Items listed in a dataset:
"""

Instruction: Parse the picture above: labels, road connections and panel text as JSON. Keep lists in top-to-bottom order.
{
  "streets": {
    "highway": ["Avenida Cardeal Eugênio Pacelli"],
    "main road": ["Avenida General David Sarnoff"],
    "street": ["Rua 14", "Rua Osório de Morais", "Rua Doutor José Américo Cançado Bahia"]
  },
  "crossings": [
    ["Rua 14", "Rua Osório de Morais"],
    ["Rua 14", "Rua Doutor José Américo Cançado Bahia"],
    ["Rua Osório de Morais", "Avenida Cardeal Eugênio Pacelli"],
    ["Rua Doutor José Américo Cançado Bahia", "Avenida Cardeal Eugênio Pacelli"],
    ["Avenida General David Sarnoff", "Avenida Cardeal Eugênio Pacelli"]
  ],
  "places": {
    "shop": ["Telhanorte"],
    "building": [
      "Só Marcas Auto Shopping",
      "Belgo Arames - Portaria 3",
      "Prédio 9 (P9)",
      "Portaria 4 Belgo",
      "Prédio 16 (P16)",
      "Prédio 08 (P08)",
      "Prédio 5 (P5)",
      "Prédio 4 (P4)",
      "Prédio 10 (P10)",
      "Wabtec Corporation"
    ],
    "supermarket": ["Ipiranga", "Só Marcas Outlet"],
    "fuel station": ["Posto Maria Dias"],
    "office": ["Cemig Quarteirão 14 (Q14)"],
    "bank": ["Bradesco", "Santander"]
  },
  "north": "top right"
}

"""

§ **Work to complete**
Please output the records once more, exactly as they were written.

§ **Solution**
Instruction: Parse the picture above: labels, road connections and panel text as JSON. Keep lists in top-to-bottom order.
{
  "streets": {
    "highway": ["Avenida Cardeal Eugênio Pacelli"],
    "main road": ["Avenida General David Sarnoff"],
    "street": ["Rua 14", "Rua Osório de Morais", "Rua Doutor José Américo Cançado Bahia"]
  },
  "crossings": [
    ["Rua 14", "Rua Osório de Morais"],
    ["Rua 14", "Rua Doutor José Américo Cançado Bahia"],
    ["Rua Osório de Morais", "Avenida Cardeal Eugênio Pacelli"],
    ["Rua Doutor José Américo Cançado Bahia", "Avenida Cardeal Eugênio Pacelli"],
    ["Avenida General David Sarnoff", "Avenida Cardeal Eugênio Pacelli"]
  ],
  "places": {
    "shop": ["Telhanorte"],
    "building": [
      "Só Marcas Auto Shopping",
      "Belgo Arames - Portaria 3",
      "Prédio 9 (P9)",
      "Portaria 4 Belgo",
      "Prédio 16 (P16)",
      "Prédio 08 (P08)",
      "Prédio 5 (P5)",
      "Prédio 4 (P4)",
      "Prédio 10 (P10)",
      "Wabtec Corporation"
    ],
    "supermarket": ["Ipiranga", "Só Marcas Outlet"],
    "fuel station": ["Posto Maria Dias"],
    "office": ["Cemig Quarteirão 14 (Q14)"],
    "bank": ["Bradesco", "Santander"]
  },
  "north": "top right"
}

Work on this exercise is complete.